You have two options

Option 1: Maximize monthly cash flow by not fixing things when they break, become a slumlord and have your property slowly fall apart – and then lose that cash again when it’s time to sell because you only attract lowball, fixer-upper offers. Option 2: Don’t. If your range, refrigerator, dishwasher and microwave are a decade old, ditto. Replace them, or expect the tenant to bug you with issues on a regular basis. If the AC system is more than a 12 years old, it will need replacing at some point. Expect to pay at least $3.5K to get that done on a condo, probably more on a single family home.

Sound expensive? It is.

The truth is, many rental properties are simply not cash flow propositions. If monthly income is important to you, then is something to discover before you buy. To do this, figure out your potential rental income and then subtract the following basics to find out if you even stand a chance of cash flowing. Let’s assume, for the sake of argument, a monthly rent of $1000 on a typical 2/2 condo (Orlando, Florida) with easy, round, but realistic numbers. + $1000 – Monthly rental income

  • $300 – Condo Association dues
  • $50 – home owner insurance
  • $100 – management fees
  • $200 – property taxes

You can see that from $1000, you can expect a maximum cash flow of $350 a month with these very basic expenses. That’s with zero fixes, because nothing ever breaks, right? That’s just $4,200 a year. Now let’s assume a month’s vacancy while you find a new tenant, you’re down to $3,200; and let’s assume it costs $1000 to make all the necessary repairs to get “rent ready” including, lock changes, maid service, carpet cleaning, touch up painting etc. So now we’re at $2,200. Minus your property manager’s fee for finding a new tenant, screening and drawing up the new lease at $500, and we’re at $1700 profit for the year. Finally, let’s now throw in that new fridge mid-tenancy, at say $700 (plus tax and delivery and haul away your old one), plus a half a dozen basic handyman repairs… Is there much left?

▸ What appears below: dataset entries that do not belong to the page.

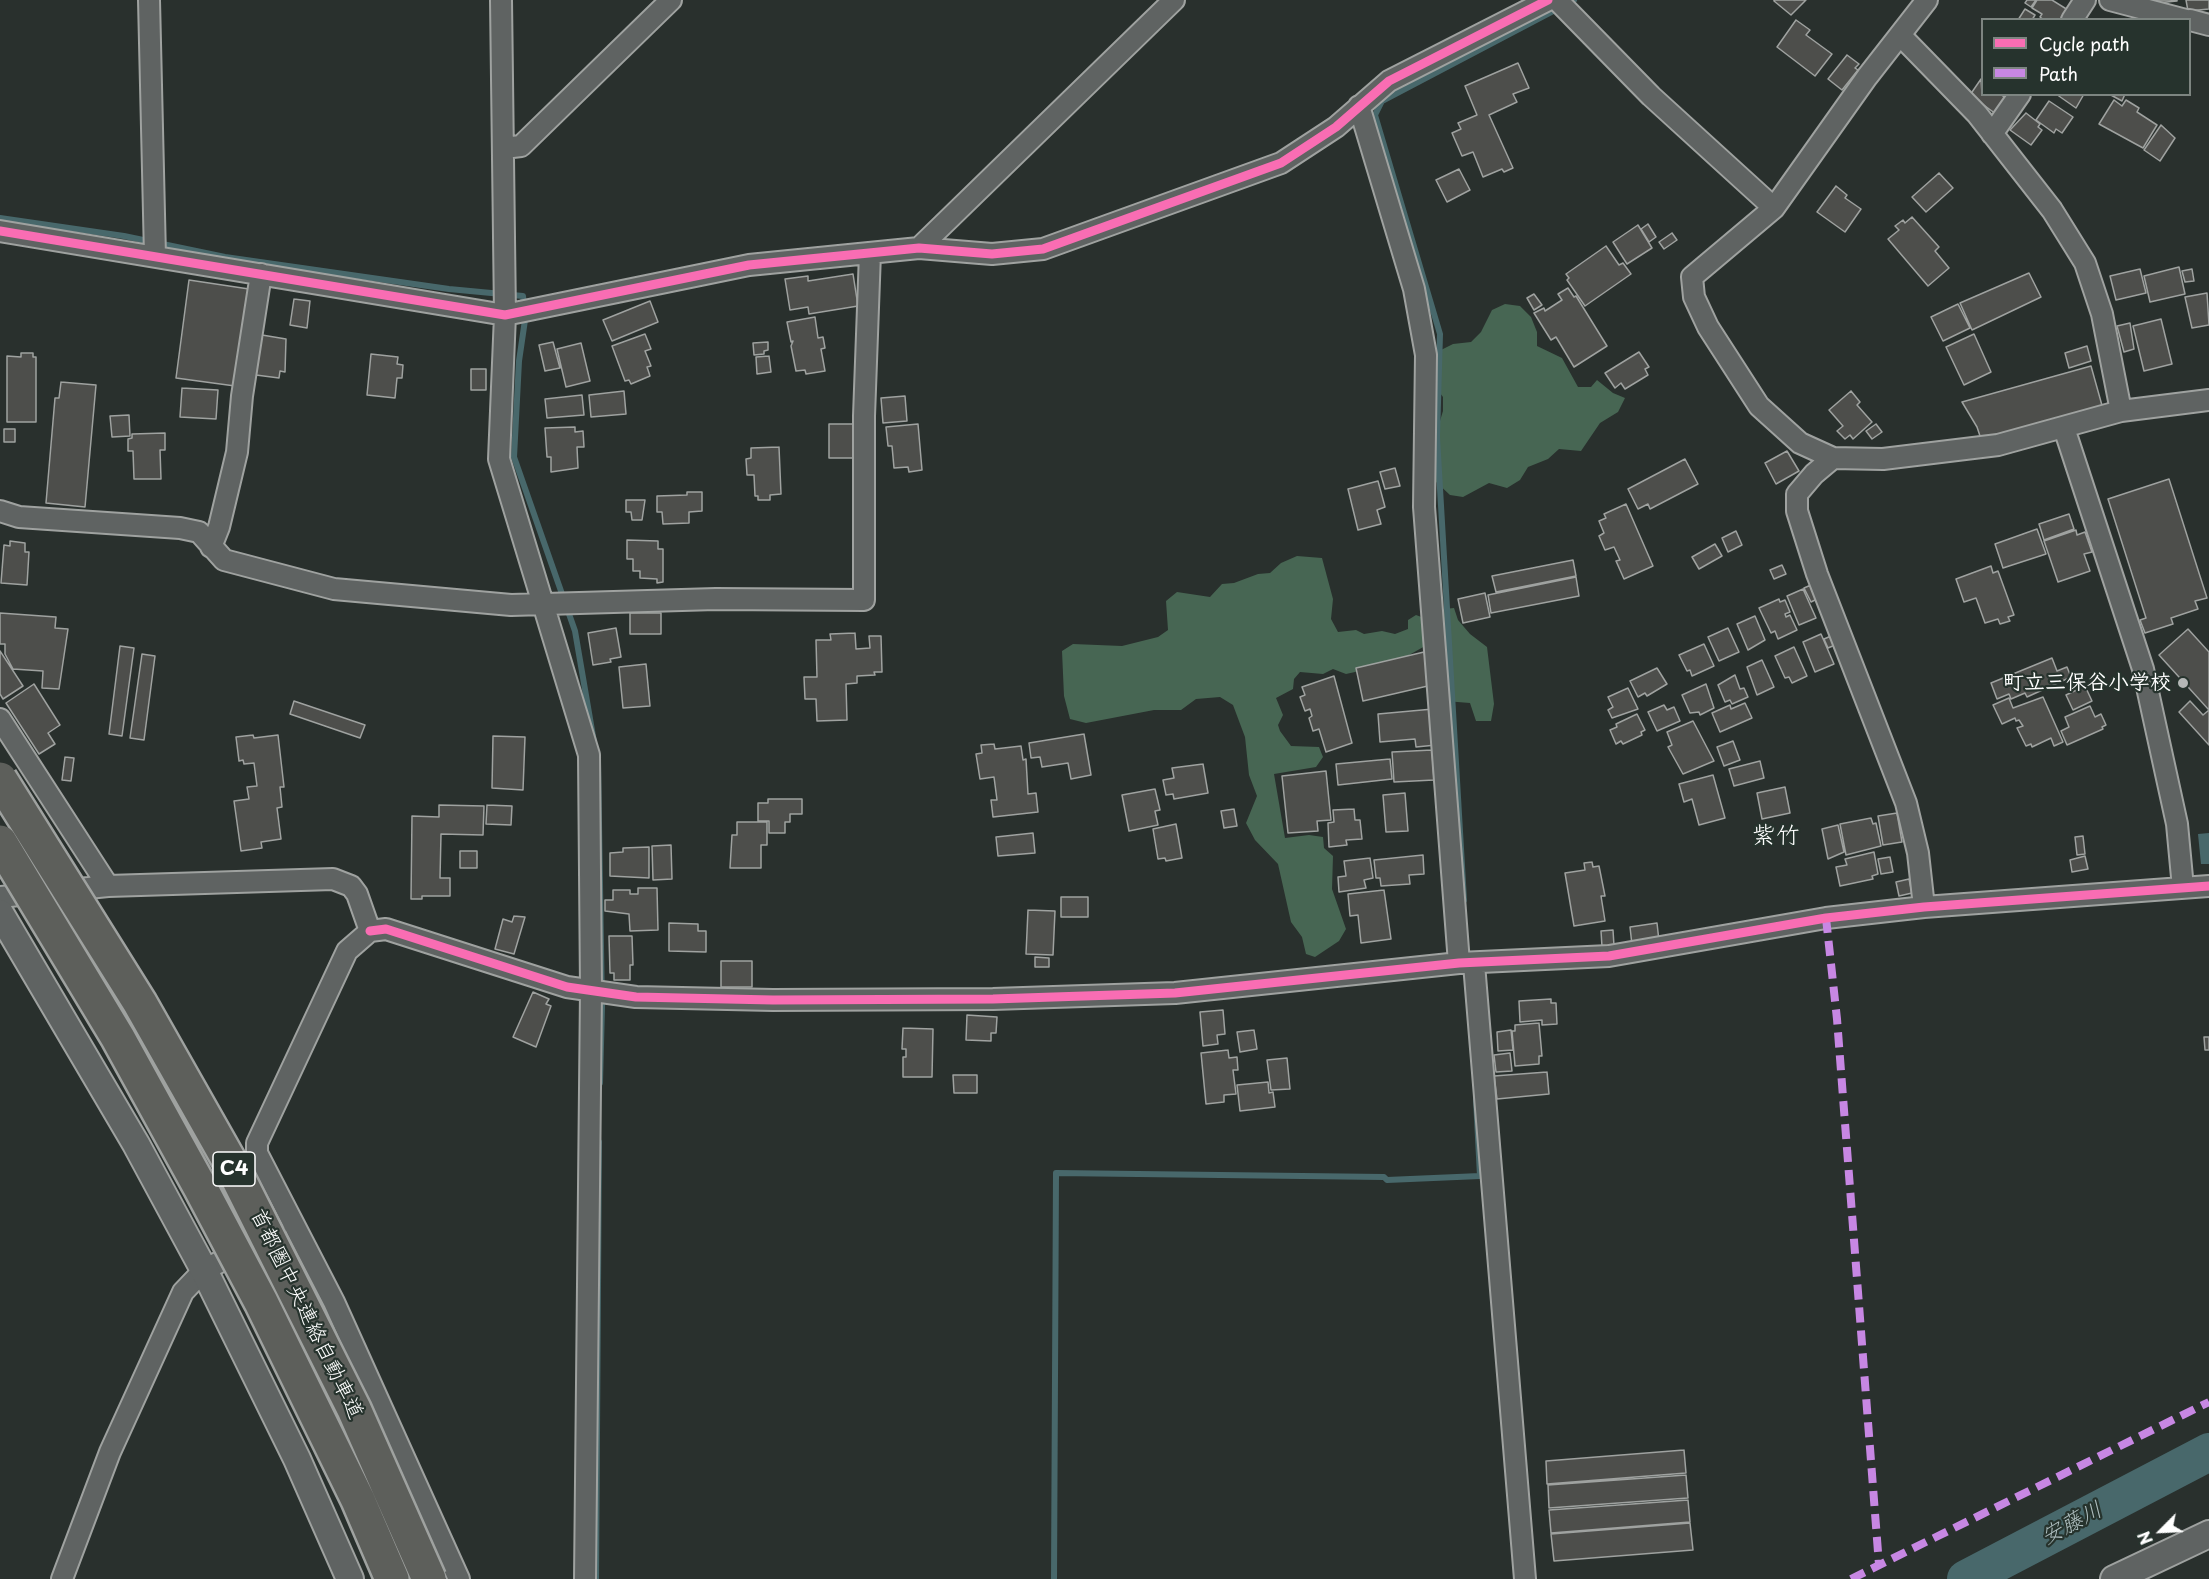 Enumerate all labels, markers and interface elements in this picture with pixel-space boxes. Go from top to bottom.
legend [1981,18,2191,96]
text: Cycle path [2039,30,2130,57]
text: Path [2039,60,2078,87]
place label: 町立三保谷小学校 [2003,670,2171,696]
marker: 町立三保谷小学校 [2176,676,2190,690]
district label: 紫竹 [1752,822,1800,850]
road number: C4 [213,1152,255,1186]
street label: 首都圏中央連絡自動車道 [244,1205,368,1423]
water label: 安藤川 [2037,1497,2107,1551]
north arrow [2131,1501,2191,1561]
text: N [2131,1528,2158,1549] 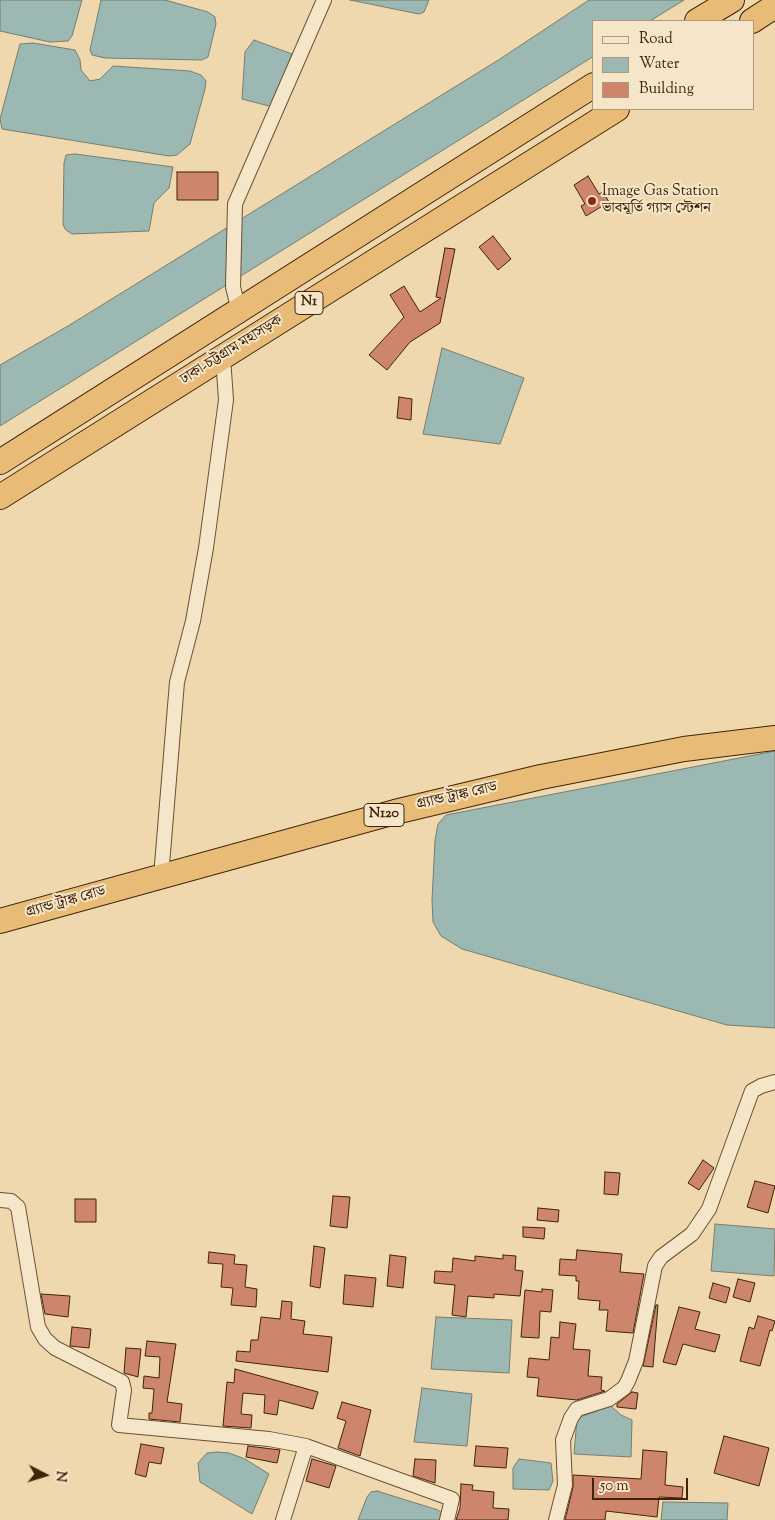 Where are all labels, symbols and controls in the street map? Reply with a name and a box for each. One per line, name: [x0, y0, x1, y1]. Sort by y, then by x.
legend: [592, 20, 755, 110]
text: Road: [639, 29, 673, 50]
text: Water: [639, 54, 679, 75]
text: Building: [639, 79, 694, 100]
place label: Image Gas Station ভাবমূর্তি গ্যাস স্টেশন: [602, 183, 719, 218]
marker: Image Gas Station ভাবমূর্তি গ্যাস স্টেশন: [586, 195, 598, 207]
road number: N1: [295, 292, 323, 314]
street label: ঢাকা-চট্টগ্রাম মহাসড়ক: [178, 312, 286, 390]
street label: গ্র্যান্ড ট্রাঙ্ক রোড: [415, 779, 499, 815]
road number: N120: [364, 804, 404, 826]
street label: গ্র্যান্ড ট্রাঙ্ক রোড: [24, 883, 108, 923]
north arrow: [20, 1450, 70, 1500]
scale bar: [595, 1468, 691, 1500]
text: N: [49, 1470, 70, 1483]
text: 50 m: [600, 1476, 629, 1497] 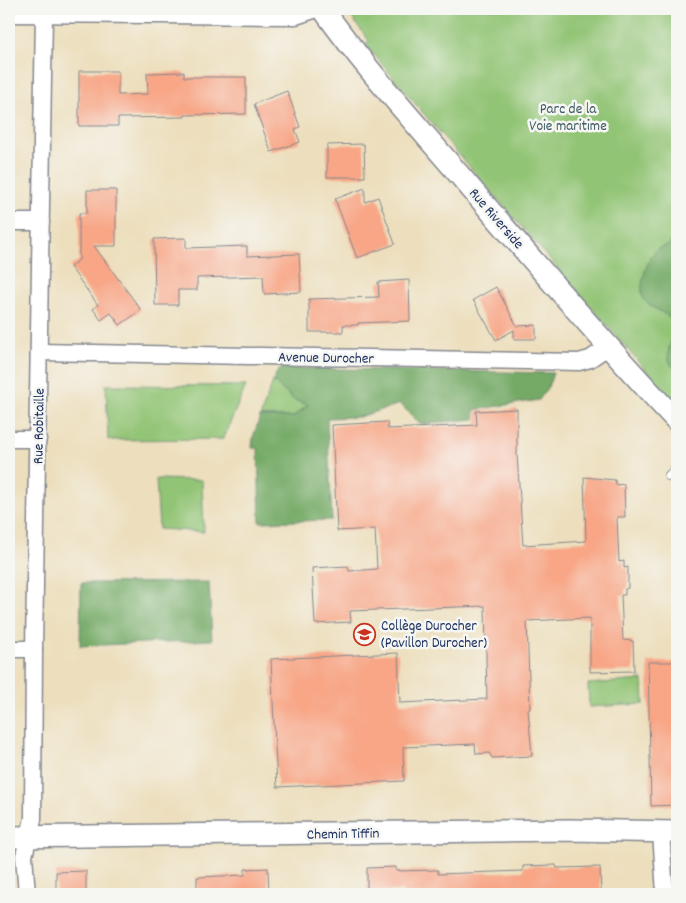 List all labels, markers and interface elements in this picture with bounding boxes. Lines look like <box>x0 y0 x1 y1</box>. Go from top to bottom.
park label: Parc de la Voie maritime <box>529 99 607 138</box>
street label: Rue Riverside <box>463 184 529 255</box>
street label: Avenue Durocher <box>278 347 375 371</box>
street label: Rue Robitaille <box>28 387 52 464</box>
place label: Collège Durocher (Pavillon Durocher) <box>381 616 487 655</box>
school or university icon: Collège Durocher (Pavillon Durocher) <box>353 622 377 646</box>
street label: Chemin Tiffin <box>307 823 380 847</box>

you’re lucky, you’ll break even and carry the property at no cost. And if you’re really lucky, perhaps there will be a surplice. But don’t bank on it. In many cases, you will be short. In a good market, this won’t matter. In fact, if you’ve done your homework, you’ll expect it. When home prices are rising, all of the profit is realized upon sale. Closing day is pay day. When condos were $50K in Orlando after the crash, this is exactly what savvy investors understood. If they could simply break even on holding the condo for five years and then sell for $100K, they stood to double their money. And thousands did.

It’s all about timing. And expectations.

A good Orlando property management team can certainly help mitigate expenses, but in the end whether you make money, or don’t, it’s probably not their fault. It’s about the math. Real estate is a risky business. Property management is even harder. If it weren’t, we’d all be rich.